» **Assignment**
What lines of the data below include the word "Prof"? Report them by copying each.

___ Data shown

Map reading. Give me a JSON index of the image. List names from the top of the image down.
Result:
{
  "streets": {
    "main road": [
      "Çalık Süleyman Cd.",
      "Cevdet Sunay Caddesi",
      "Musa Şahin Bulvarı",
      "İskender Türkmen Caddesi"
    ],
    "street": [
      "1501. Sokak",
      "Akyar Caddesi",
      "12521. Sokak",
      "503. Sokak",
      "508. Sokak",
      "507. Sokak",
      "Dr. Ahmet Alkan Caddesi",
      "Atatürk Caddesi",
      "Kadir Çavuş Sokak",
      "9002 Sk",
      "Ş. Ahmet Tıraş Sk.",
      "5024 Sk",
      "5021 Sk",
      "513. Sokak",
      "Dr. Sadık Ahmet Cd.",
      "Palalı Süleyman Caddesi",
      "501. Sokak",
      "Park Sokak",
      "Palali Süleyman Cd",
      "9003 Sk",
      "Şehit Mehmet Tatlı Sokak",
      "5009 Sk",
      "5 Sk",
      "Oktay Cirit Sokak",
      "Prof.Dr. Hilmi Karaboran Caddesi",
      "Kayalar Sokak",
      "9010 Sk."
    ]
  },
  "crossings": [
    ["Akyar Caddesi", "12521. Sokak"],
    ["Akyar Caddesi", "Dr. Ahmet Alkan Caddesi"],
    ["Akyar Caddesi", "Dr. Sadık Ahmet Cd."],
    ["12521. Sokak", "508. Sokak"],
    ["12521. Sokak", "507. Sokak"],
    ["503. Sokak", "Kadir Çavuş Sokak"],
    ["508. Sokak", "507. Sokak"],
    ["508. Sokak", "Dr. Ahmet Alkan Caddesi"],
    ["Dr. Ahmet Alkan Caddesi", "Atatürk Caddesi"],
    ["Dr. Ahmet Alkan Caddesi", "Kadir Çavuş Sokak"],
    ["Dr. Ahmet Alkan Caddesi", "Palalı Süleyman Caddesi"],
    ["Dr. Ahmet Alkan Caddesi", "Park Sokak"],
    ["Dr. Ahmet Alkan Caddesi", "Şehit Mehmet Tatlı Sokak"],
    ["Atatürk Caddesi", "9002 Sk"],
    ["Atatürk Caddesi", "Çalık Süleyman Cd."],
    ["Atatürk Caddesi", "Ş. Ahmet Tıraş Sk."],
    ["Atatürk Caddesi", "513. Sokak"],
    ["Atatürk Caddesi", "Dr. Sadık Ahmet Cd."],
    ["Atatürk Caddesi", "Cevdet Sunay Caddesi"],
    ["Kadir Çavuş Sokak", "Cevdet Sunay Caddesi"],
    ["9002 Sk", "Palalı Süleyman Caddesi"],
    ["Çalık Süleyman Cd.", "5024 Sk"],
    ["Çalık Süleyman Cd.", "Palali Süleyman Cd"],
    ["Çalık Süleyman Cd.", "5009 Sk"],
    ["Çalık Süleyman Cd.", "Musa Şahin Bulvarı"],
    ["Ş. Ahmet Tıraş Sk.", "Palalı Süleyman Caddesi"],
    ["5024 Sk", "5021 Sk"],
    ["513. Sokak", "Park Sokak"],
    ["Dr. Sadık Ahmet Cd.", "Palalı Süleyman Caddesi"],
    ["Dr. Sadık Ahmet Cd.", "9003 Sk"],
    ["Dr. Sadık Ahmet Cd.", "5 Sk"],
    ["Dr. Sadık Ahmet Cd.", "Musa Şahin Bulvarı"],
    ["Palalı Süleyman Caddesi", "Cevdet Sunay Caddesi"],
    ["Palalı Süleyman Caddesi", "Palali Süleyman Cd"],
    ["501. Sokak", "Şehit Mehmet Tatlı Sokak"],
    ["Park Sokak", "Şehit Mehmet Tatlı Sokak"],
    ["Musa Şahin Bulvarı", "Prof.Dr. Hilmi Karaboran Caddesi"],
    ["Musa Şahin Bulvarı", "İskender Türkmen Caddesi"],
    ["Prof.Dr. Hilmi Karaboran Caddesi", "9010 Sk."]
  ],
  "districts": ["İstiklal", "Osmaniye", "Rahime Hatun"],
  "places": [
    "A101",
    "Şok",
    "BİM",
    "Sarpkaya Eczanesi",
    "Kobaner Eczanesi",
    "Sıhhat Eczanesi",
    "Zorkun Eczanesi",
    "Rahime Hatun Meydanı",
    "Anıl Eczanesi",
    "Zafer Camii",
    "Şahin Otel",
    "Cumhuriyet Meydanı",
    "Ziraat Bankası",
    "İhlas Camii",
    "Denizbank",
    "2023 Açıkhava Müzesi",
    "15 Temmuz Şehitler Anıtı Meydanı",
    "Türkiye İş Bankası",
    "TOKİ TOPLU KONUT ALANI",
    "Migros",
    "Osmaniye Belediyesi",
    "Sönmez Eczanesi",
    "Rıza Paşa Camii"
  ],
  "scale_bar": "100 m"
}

______

» **Task answer**
      "Prof.Dr. Hilmi Karaboran Caddesi",
    ["Musa Şahin Bulvarı", "Prof.Dr. Hilmi Karaboran Caddesi"],
    ["Prof.Dr. Hilmi Karaboran Caddesi", "9010 Sk."]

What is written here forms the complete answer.